March 6, 2008

Patriots defeat Lady Saints late, 84-75

AIKEN, S.C. - Top-seed Francis Marion pulled away late in the game to hold off a determined North Georgia 84-75 and advance to the semifinal round of the 2008 Marvin Vanover Peach Belt Conference Women's Basketball Tournament. Thursday's win pits FMU (21-7) against the winner of the USC Aiken vs. Lander game played later Thursday night. North Georgia finishes with a 17-12 record.

Depth played a major factor in the game as the Francis Marion bench outscored North Georgia's reserves 56-11 in the contest, including 29-5 in the second half. NGC played just eight players in the game with the trio of Syretha Marble, Kourtney Singleton and Meagan Huffman carrying most of the load offensively. Those three players combined for 64 of the Saints' 75 points in the game, led by Marble's 26 points and 13 rebounds before fouling out late in the contest. Singleton added 23 points and 11 boards, while Huffman chipped in 15 points.

The first half was tight throughout, with a total of five ties and 11 lead changes in the frame. NGC held the lead for much of the first 15 minutes of play, but never by more than four points at any one time. Trailing 25-21 with 5:28 left in the period, the Patriots scored seven unanswered points to take a 28-25 lead with 3:40 left on a jumper by Shannon Singleton-Bates. The two teams would go through six of the 11 lead changes in the final three minutes of the half, the last coming when Singleton-Bates canned another jumper with 54 seconds left to give her squad a 36-35 lead. Huffman would get two opportunities to give the Saints the lead before the half, but neither jumper would fall and FMU carried the one-point advantage into the break.

FMU out-scored NGC 8-2 in the first 2:33 of the second half and took the biggest lead by either squad to that point, going up 44-37 on a Creshenda Singletary offensive rebound and put-back of her own miss with 17:27 to play. The Saints answered that run with a 10-2 surge of their own, taking a 47-46 lead with 14:49 left on a pair of Singleton free-throws. From that point, there would be three lead changes over the next three and a half minutes, the last coming when Yasmean Dixon hit a pair of free-throws with 11:13 left to put the Patriots up 53-52. FMU would not trail again in the contest, leading by as many as eight points before one final Saints run got them within three with 3:16 left. From there, FMU used the free-throw line to score the majority of its points and stretch the lead to double digits in the final minute. Singleton's layup with 12 seconds left cut the lead to nine and was the final basket of the game.

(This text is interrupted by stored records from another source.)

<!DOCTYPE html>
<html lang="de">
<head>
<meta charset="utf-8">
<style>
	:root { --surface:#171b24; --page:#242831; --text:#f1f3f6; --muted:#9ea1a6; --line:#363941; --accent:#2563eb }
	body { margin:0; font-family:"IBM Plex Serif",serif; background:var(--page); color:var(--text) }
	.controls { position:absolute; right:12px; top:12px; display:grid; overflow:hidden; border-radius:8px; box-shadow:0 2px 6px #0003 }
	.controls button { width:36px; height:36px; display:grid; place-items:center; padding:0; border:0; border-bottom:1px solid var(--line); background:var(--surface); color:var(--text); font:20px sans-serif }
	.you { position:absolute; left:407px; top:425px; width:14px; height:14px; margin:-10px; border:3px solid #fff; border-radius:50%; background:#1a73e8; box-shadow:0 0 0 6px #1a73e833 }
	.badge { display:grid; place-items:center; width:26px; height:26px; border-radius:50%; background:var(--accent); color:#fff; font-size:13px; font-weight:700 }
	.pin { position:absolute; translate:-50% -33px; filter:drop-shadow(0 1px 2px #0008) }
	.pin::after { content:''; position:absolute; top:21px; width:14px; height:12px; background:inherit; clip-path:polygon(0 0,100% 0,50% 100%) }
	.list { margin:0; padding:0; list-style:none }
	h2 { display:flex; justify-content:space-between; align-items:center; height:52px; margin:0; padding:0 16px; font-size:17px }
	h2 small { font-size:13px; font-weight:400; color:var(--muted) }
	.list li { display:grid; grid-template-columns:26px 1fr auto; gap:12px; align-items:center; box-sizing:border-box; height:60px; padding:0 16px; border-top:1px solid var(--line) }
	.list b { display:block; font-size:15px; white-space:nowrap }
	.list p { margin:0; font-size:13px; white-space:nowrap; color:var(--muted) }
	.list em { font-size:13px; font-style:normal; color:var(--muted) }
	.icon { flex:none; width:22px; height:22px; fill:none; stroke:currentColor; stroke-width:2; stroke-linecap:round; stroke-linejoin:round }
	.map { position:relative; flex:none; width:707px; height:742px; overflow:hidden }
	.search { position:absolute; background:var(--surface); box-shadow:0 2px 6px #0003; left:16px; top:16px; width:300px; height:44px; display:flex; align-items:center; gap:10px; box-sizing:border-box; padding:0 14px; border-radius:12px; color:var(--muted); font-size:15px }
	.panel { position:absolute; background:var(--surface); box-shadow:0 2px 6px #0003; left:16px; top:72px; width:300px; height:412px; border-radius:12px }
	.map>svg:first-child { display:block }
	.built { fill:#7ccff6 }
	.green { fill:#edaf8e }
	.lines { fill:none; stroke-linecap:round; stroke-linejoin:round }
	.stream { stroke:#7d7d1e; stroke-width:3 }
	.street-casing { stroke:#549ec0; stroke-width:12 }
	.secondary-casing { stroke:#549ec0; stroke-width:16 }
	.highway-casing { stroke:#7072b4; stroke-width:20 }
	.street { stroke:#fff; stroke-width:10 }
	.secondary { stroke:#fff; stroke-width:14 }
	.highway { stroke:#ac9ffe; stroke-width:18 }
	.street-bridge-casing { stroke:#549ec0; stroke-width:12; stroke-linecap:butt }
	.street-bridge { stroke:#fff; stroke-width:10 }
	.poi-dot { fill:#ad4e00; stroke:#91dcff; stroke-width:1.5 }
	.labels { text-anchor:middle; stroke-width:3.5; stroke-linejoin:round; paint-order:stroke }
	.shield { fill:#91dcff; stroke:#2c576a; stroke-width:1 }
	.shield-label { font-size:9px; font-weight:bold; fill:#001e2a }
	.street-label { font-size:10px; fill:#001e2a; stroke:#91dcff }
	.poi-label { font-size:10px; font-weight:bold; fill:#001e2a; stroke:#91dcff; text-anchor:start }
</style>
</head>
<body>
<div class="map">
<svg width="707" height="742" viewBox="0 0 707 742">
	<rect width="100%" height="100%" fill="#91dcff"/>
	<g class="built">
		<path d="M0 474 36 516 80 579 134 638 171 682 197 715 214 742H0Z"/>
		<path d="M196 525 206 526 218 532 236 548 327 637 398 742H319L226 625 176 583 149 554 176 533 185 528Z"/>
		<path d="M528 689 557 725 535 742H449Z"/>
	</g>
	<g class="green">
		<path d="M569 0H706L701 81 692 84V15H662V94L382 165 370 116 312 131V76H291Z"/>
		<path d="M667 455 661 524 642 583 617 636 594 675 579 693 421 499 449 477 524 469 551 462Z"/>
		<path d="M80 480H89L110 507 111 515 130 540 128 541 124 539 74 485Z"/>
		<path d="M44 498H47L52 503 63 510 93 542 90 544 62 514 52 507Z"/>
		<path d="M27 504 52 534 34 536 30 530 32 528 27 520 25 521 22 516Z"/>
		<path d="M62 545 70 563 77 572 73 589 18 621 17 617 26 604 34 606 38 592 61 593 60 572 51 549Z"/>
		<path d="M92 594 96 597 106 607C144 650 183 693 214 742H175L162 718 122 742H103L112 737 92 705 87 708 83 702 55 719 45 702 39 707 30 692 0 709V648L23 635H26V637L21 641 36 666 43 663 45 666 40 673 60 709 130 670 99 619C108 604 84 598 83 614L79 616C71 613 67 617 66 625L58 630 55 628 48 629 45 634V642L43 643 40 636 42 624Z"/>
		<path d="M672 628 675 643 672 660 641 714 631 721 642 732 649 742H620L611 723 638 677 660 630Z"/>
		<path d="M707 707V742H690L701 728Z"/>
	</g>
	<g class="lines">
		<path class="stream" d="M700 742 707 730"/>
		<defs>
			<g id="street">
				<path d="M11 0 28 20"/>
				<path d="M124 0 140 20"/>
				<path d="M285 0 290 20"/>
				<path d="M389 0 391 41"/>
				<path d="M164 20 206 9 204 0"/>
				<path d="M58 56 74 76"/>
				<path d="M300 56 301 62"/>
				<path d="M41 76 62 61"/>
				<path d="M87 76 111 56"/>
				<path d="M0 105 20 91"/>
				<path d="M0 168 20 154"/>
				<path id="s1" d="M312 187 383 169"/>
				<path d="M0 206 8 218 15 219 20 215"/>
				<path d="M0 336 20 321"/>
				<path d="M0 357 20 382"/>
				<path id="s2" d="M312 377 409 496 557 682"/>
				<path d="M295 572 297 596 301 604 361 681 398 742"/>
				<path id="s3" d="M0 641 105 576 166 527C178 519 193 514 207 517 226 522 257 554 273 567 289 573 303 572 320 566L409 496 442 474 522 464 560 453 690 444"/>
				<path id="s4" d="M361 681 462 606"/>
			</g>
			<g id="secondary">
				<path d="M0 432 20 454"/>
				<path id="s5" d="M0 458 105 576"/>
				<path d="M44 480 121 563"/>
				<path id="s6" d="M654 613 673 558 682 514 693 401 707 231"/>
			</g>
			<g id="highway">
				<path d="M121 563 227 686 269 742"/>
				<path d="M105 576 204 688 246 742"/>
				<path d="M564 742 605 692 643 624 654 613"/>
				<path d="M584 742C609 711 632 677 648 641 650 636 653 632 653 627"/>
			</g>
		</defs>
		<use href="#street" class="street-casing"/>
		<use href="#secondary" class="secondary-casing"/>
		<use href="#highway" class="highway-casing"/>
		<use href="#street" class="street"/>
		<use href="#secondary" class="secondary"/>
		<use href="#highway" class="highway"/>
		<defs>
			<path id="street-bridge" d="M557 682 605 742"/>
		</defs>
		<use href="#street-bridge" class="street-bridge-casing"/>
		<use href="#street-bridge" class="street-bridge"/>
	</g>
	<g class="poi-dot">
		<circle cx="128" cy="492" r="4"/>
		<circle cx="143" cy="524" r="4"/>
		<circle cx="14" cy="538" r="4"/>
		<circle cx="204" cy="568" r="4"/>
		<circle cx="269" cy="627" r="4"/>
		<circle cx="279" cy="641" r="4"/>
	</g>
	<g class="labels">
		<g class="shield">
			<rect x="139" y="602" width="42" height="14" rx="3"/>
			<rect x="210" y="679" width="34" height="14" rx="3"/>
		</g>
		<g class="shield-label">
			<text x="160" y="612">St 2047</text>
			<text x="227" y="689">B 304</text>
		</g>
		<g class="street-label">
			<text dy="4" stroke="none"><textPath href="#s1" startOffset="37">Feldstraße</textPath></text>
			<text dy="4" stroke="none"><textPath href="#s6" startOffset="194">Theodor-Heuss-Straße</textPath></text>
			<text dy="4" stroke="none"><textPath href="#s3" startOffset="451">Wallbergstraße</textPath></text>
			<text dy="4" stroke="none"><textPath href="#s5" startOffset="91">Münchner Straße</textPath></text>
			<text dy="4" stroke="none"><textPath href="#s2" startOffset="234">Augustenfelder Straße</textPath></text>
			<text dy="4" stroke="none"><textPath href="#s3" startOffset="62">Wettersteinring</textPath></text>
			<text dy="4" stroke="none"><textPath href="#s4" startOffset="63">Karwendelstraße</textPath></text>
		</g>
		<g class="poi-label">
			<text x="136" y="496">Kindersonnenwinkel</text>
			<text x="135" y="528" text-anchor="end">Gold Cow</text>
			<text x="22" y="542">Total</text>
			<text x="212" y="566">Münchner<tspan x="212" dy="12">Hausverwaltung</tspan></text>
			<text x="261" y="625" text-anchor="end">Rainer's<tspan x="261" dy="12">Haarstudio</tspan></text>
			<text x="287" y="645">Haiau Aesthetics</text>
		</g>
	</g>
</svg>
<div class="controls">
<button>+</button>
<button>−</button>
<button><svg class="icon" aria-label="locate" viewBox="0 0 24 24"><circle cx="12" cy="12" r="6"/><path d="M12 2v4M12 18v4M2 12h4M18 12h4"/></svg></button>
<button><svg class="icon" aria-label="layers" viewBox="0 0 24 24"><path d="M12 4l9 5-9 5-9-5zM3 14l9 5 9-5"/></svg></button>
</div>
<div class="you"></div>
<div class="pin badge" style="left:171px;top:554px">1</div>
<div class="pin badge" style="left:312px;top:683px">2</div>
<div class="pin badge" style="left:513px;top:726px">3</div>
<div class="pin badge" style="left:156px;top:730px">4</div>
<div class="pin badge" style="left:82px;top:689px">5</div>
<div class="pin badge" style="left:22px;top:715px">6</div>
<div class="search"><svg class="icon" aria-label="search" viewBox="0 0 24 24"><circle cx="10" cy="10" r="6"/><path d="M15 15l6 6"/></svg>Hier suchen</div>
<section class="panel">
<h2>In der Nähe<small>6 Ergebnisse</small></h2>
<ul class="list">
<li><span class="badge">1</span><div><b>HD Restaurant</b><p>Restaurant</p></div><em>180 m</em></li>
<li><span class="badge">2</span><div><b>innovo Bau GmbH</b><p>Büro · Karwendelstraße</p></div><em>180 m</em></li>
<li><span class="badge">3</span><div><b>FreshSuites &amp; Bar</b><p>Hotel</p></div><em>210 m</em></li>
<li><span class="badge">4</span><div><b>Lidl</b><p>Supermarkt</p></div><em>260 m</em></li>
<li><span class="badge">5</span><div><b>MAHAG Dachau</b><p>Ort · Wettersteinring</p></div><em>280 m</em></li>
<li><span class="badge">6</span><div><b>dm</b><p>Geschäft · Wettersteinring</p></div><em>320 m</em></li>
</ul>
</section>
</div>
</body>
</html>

Dixon came off the bench to score a career-high 20 points to lead Francis Marion. She went 7-15 from the field and 6-6 at the charity stripe, and also tied for the team lead with six rebounds. Brittany Young scored 14 points on 4-5 shooting, including a triple, and 5-6 shooting at the line. Ebony Allen scored 12 off the bench, while Jennifer Dyer added 10. FMU shot just under 44 percent in the second half and took advantage of 27 Saint turnovers.

Quotes

North Georgia Head Coach Buffie Burson:
"I can't say enough nice things about our team and you can't question the heart and the hustle that we saw out there tonight and in the tournament."

This team has been out of tournament play for two years because we've been on a provisional basis with the NCAA. Just coming in here and getting our our first tournament win and getting our first national ranking and staying regionally ranked all year -- picking up 17 wins with little experience and a fairly young team, I couldn't be more proud of the ladies."

"That's Francis Marion's style and everybody knows it going into the game that they're going to keep bringing the pressure even more. They don't stop for 40 minutes. They changed and ran a three-quarter zone press and trapped us in some different areas.

I thought we had too many turnovers and they had a lot to do with that. They're a very athletic team, very quick and I give them a lot of credit for their defensive pressure."